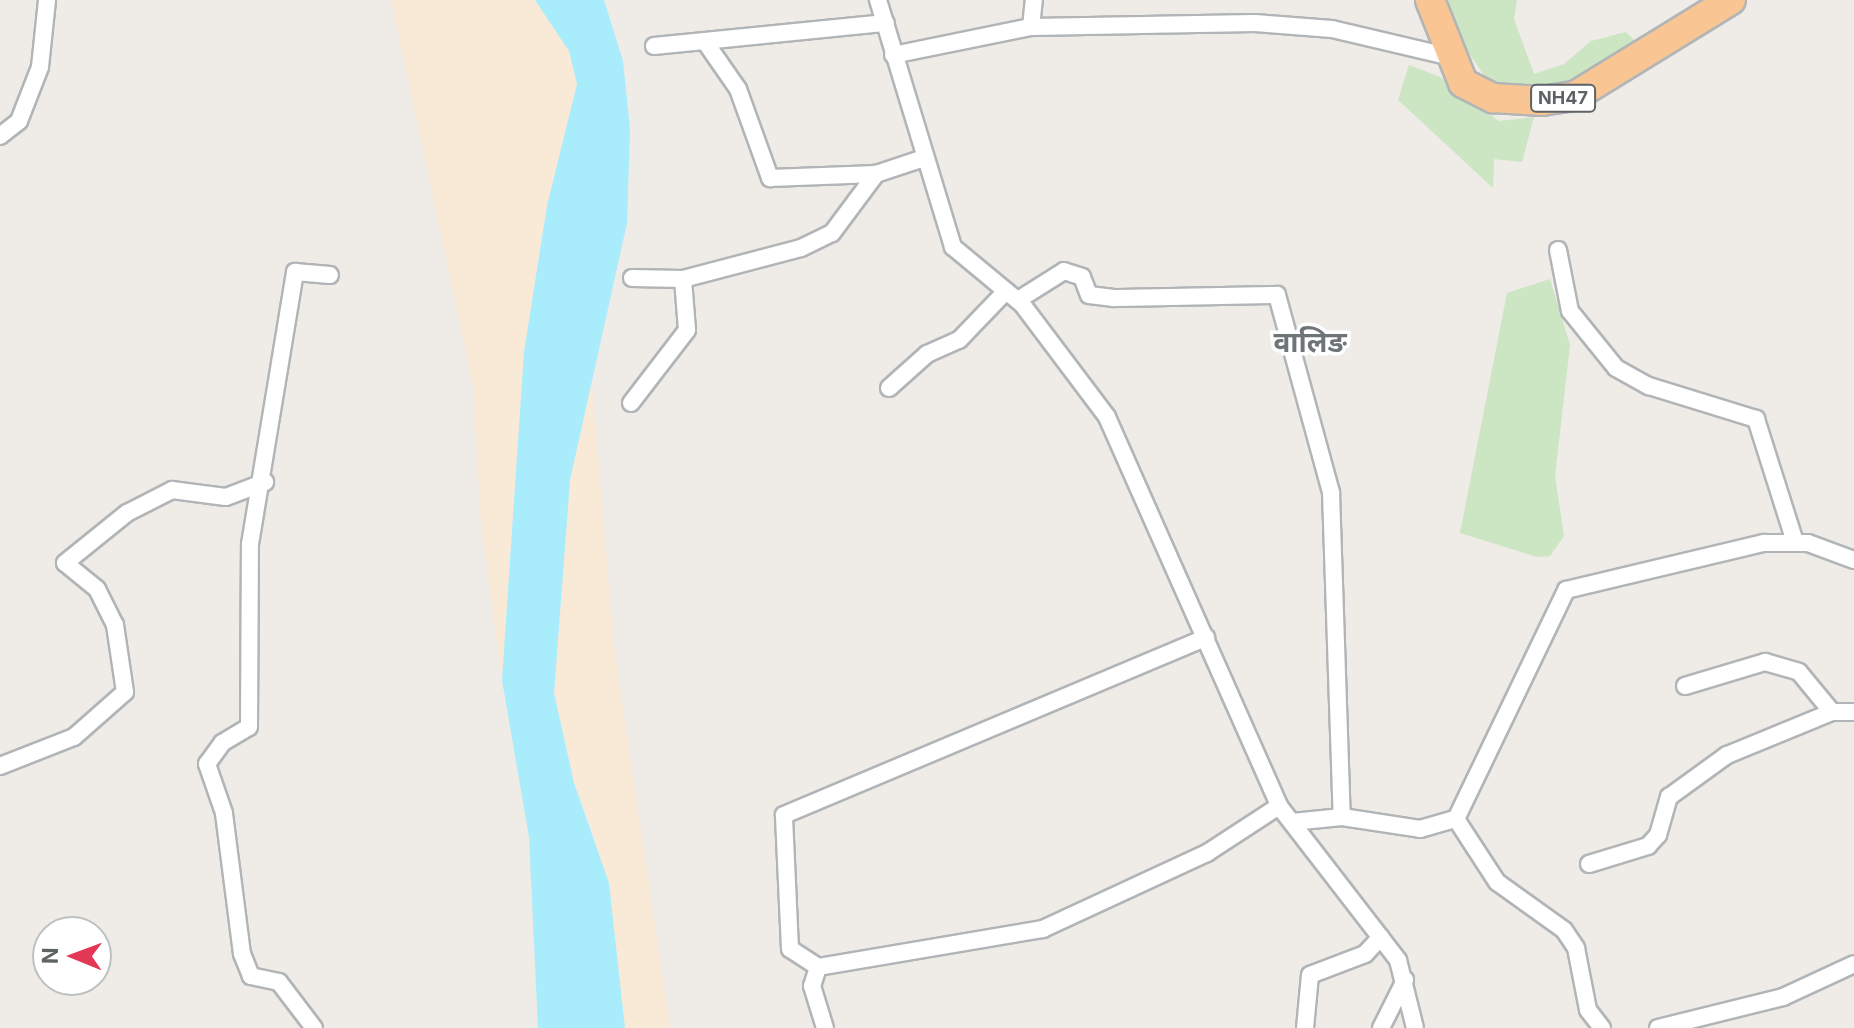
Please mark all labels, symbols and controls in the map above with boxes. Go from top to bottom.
road number: NH47 [1529,84,1597,112]
district label: वालिङ [1273,325,1347,359]
north arrow [32,916,112,996]
text: N [37,947,63,964]

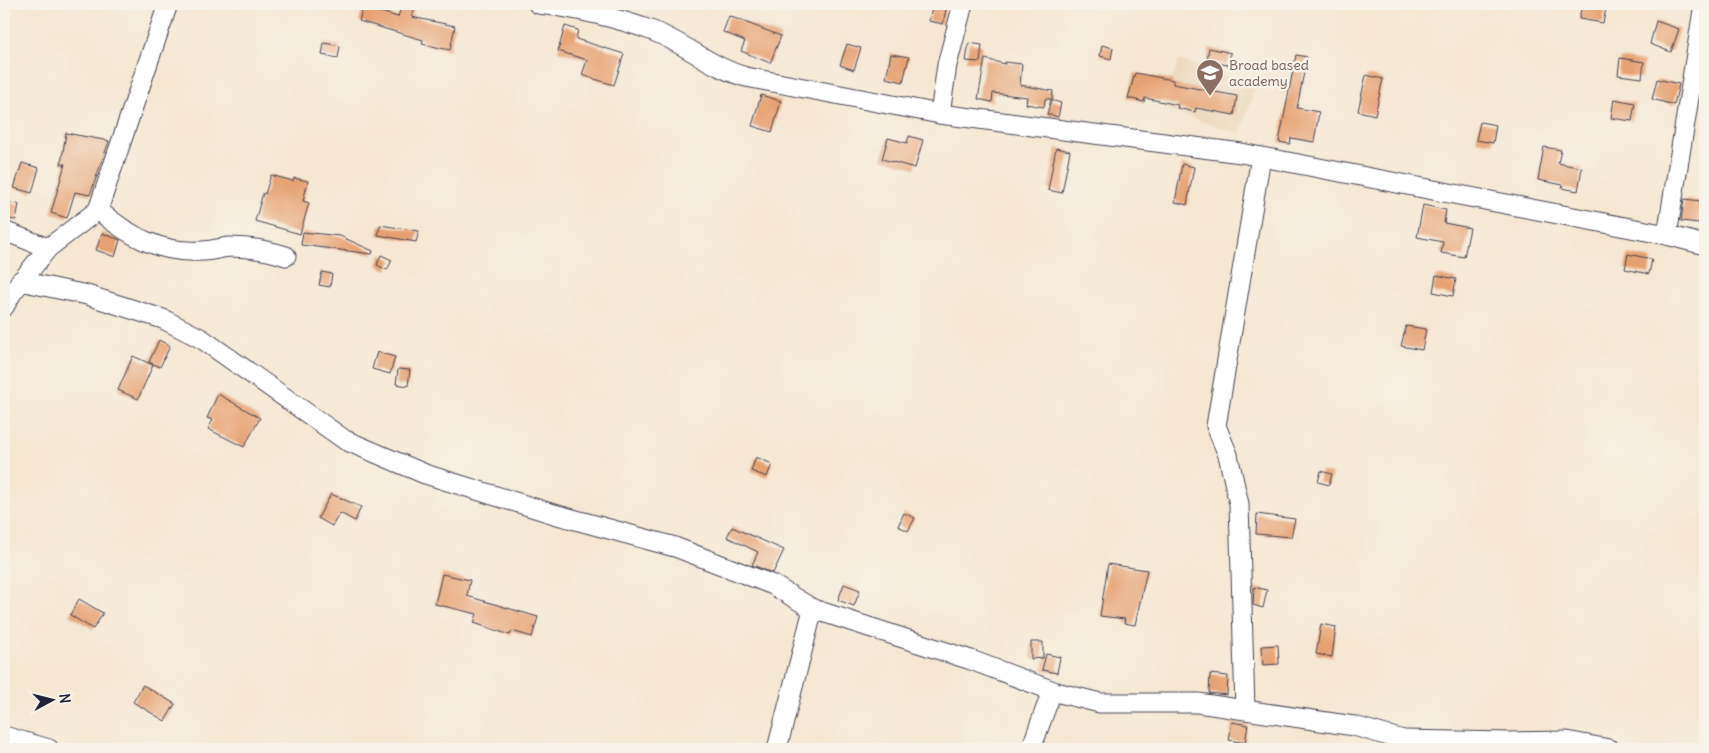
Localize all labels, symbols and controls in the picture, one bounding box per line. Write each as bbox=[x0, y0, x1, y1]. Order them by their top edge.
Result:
place label: Broad based academy bbox=[1229, 56, 1309, 90]
school or university icon: Broad based academy bbox=[1195, 58, 1225, 97]
north arrow bbox=[28, 676, 78, 726]
text: N bbox=[55, 693, 74, 704]

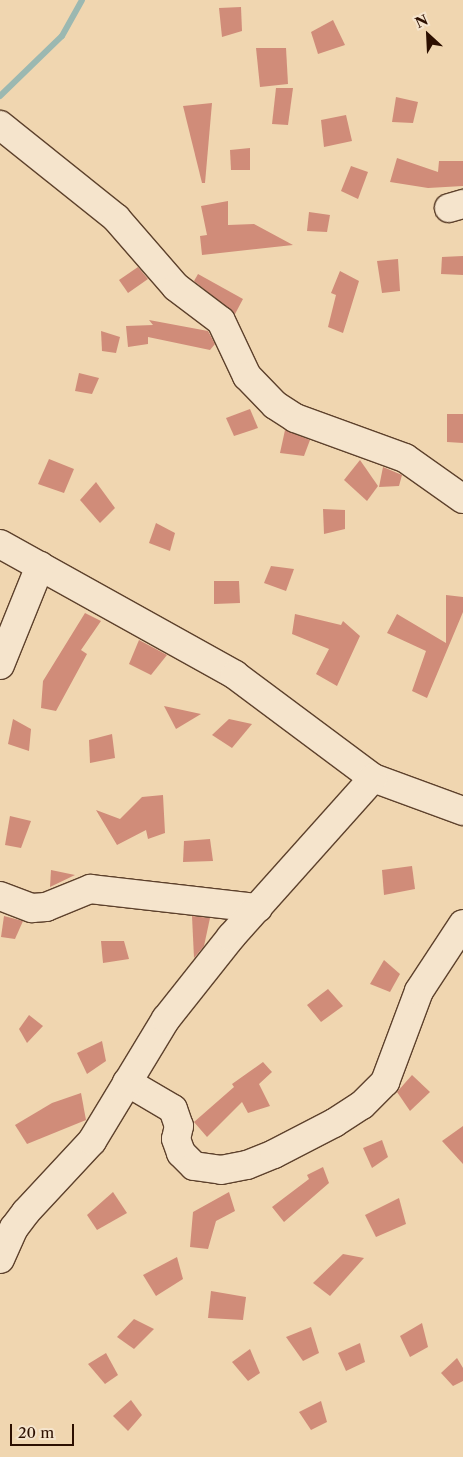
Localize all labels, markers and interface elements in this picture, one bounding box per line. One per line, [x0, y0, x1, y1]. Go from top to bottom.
north arrow [403, 10, 453, 60]
text: N [412, 11, 431, 32]
scale bar [12, 1414, 76, 1446]
text: 20 m [18, 1423, 54, 1442]

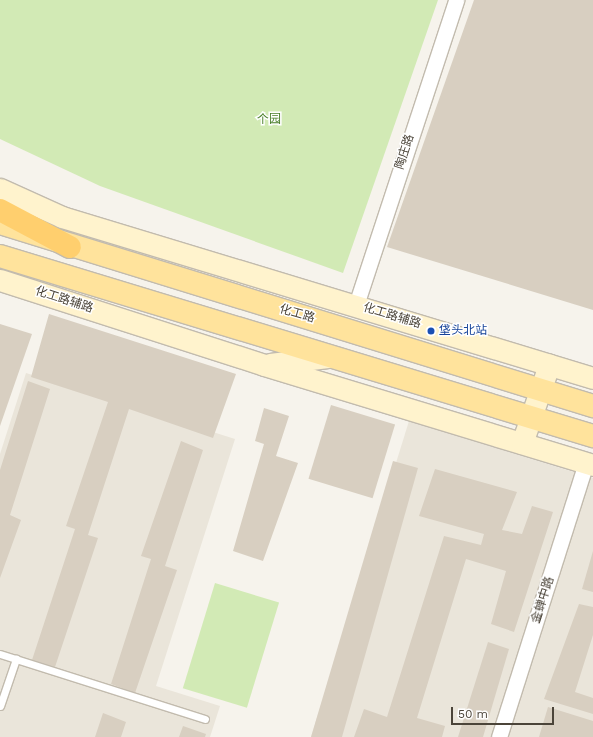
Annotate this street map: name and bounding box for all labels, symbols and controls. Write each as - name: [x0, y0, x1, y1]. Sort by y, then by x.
- park label: 个园: [257, 113, 281, 127]
- street label: 陶庄路: [393, 133, 417, 171]
- street label: 化工路辅路: [33, 284, 95, 316]
- street label: 化工路辅路: [361, 300, 423, 332]
- street label: 化工路: [278, 302, 316, 326]
- place label: 垡头北站: [439, 324, 487, 338]
- marker: 垡头北站: [426, 326, 436, 336]
- street label: 金蝉中路: [529, 575, 557, 625]
- scale bar: [453, 699, 556, 725]
- text: 50 m: [458, 707, 488, 721]

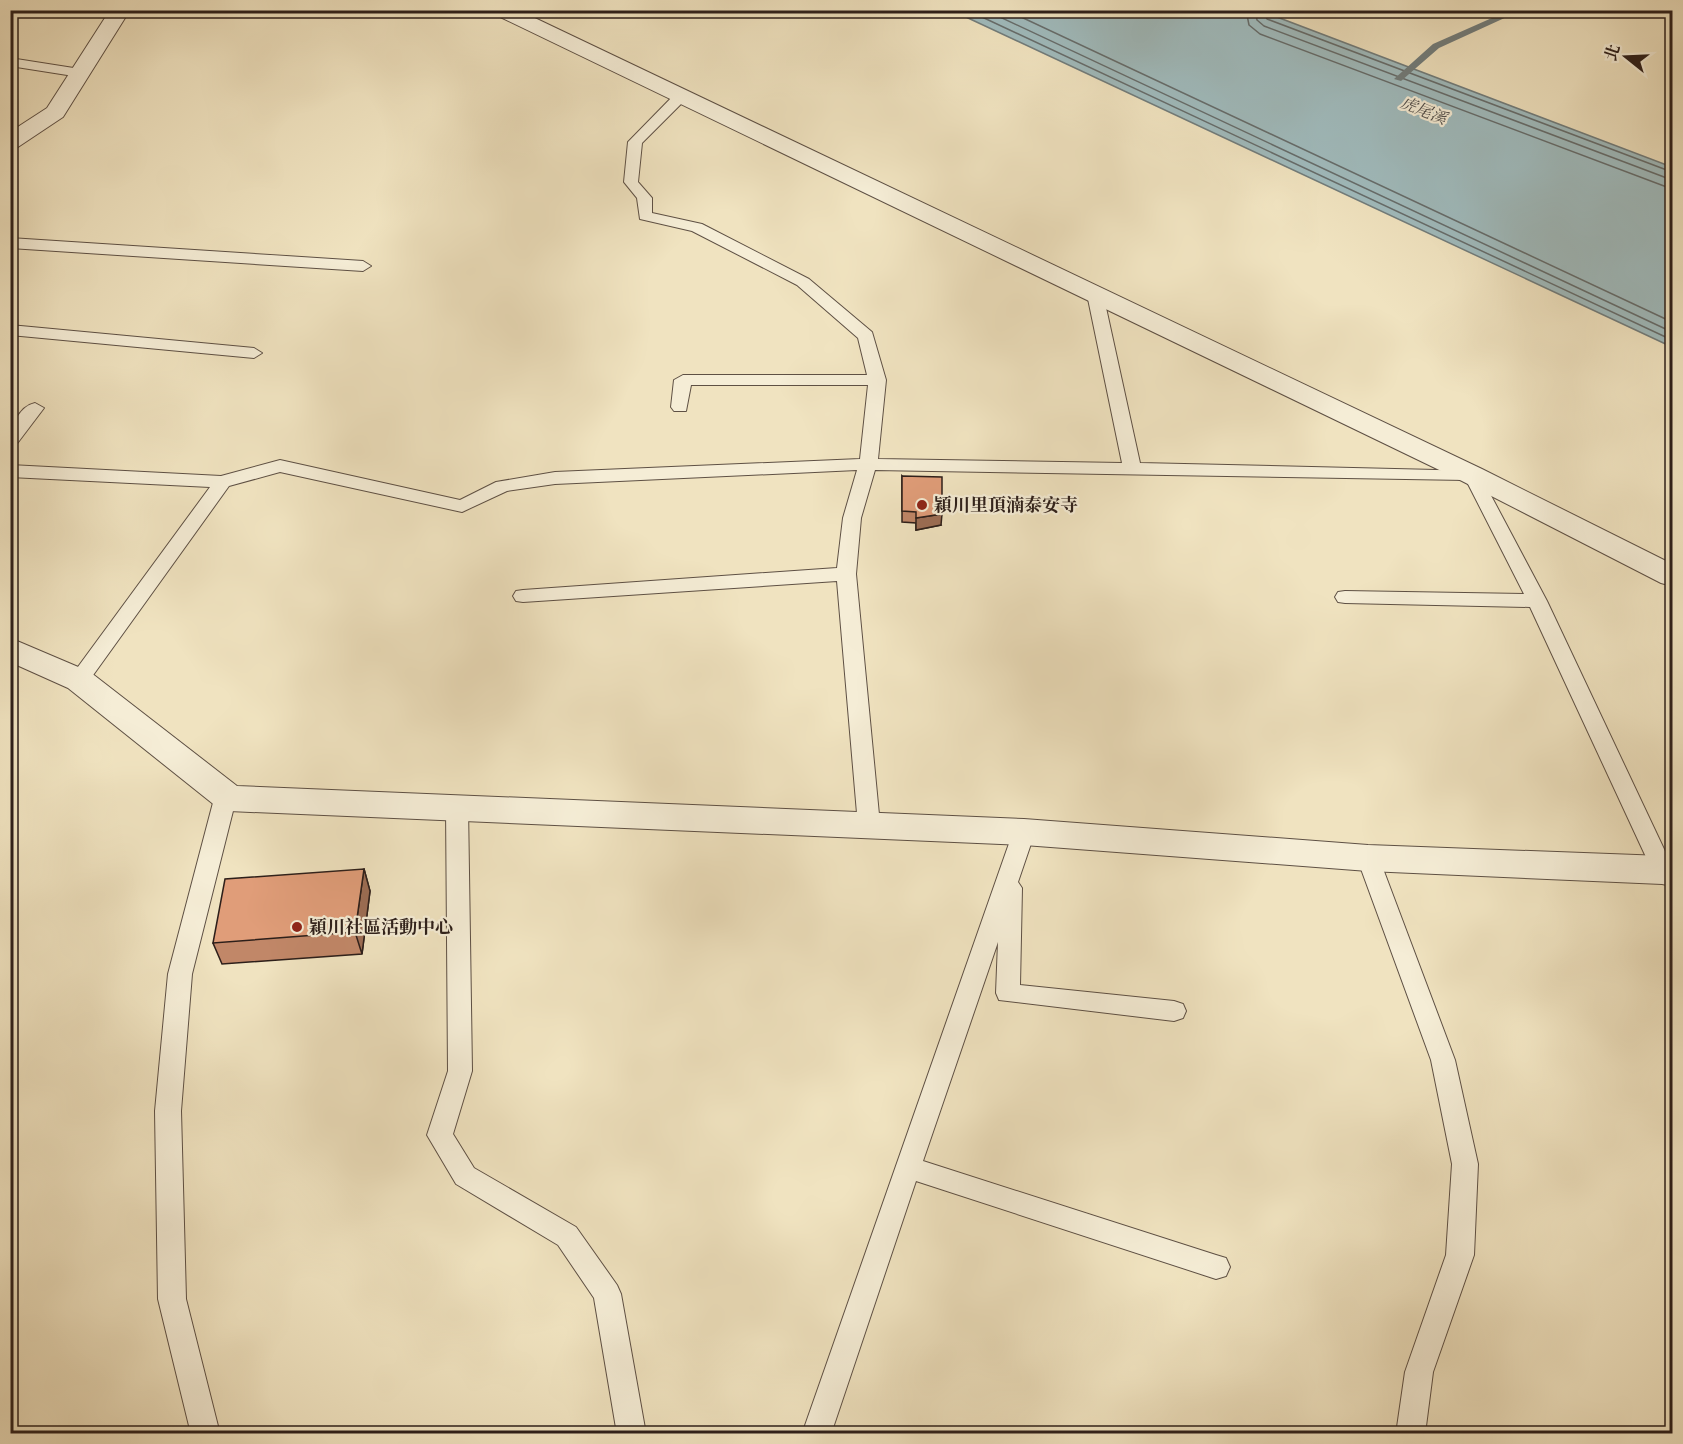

◆ Task description: Exact repetition is the task: every line from the start of the data to the line with "Localize all labels, symbols", inclusive, and none after it, pictures omitted.

◆ Result below:
Please mark all labels, symbols and controls in the map above with boxes. Go from top to bottom.
road number: NH47 [1529,84,1597,112]
district label: वालिङ [1273,325,1347,359]
north arrow [32,916,112,996]
text: N [37,947,63,964]

Localize all labels, symbols and controls in the picture, one bounding box per line. Write each as bbox=[x0, y0, x1, y1]. Order them by their top edge.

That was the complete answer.